In December 2011, the EBA issued a Recommendation asking national supervisory authorities to ensure banks had sufficient capital to withstand unexpected losses in case of a further deterioration of the economic situation. Since the legal framework for assessing capital levels has changed with the entering into force of the so-called "CRD IV package", the EBA has decided to replace the 2011 recapitalisation Recommendation with a new measure on capital preservation.
In particular, the Recommendation on capital preservation asks competent authorities to ensure that banks maintain a capital floor in terms of nominal amount which corresponds to the amount of capital required to be in place by 30 June 2012 to meet the EBA's Recommendation.
Andrea Enria, Chairperson of the EBA said: "Preserving capital in European banks is essential for maintaining the flow of lending to the real economy".

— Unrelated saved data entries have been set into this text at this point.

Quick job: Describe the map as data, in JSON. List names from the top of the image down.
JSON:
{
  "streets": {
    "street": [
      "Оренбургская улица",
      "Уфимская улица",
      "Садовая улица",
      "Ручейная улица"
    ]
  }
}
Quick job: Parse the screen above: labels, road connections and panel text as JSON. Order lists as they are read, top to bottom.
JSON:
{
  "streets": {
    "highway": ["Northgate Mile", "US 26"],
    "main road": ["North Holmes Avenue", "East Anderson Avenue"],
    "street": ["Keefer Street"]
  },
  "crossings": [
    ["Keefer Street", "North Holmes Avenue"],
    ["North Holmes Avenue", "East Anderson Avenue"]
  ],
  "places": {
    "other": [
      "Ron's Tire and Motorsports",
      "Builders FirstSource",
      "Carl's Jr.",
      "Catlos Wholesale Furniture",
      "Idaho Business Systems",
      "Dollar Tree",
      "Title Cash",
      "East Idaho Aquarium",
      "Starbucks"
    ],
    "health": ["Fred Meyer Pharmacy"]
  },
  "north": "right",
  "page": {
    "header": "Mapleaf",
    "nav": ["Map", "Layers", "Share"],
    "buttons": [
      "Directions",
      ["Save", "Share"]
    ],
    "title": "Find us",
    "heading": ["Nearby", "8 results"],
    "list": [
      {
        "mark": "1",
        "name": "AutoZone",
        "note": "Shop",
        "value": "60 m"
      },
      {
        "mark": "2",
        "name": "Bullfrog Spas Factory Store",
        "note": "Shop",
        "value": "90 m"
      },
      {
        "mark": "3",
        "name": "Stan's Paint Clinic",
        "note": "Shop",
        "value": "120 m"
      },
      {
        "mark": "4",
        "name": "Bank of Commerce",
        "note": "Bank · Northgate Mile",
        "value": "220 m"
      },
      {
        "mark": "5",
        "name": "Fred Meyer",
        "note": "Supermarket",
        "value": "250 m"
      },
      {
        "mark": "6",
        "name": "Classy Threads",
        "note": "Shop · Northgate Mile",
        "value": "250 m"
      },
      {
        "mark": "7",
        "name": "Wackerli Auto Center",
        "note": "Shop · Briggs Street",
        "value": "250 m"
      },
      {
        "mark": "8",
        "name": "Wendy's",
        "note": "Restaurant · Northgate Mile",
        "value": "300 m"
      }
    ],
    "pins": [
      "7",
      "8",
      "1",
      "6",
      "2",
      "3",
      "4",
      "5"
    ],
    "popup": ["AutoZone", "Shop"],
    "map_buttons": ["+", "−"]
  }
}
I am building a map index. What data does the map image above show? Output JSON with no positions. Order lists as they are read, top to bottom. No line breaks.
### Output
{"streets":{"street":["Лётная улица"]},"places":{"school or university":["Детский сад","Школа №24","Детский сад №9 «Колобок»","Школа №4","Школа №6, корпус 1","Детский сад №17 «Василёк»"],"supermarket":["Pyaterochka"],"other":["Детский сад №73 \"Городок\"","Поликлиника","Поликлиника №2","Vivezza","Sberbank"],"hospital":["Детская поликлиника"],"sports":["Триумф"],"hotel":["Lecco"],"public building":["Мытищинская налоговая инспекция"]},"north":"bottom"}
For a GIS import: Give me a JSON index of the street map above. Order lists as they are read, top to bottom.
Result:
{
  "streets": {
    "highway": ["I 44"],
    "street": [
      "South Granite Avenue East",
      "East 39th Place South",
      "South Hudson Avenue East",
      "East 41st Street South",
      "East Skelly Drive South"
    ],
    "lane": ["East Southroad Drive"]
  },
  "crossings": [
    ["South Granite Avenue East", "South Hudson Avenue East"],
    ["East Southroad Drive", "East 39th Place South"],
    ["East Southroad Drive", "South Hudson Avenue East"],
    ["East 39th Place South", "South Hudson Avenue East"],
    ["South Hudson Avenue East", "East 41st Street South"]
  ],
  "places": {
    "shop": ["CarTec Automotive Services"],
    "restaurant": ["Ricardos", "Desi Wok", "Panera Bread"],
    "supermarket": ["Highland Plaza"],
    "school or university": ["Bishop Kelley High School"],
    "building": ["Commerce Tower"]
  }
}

In case banks fall below this nominal amount, they are expected to produce credible plans to restore their capital base. Only in specific circumstances will exceptions be granted on a case by case basis. Exceptions can be granted by national authorities, in consultation with the EBA, if a bank is undergoing a specific restructuring or a de-risking programme or if a bank's capital levels are deemed to already exceed the CET1 requirements under fully implemented CRD/CRR rules.
National authorities, in close cooperation with the EBA, will assess banks' capital plans during the transition to the CRD/CRR full implementation. To this end, banks will be requested to submit their capital plans and monitoring templates to their respective national authorities by 29 November, 2013. When reviewing capital plans, national authorities should discuss and challenge banks' assumptions, and consider the potential impact of stress events.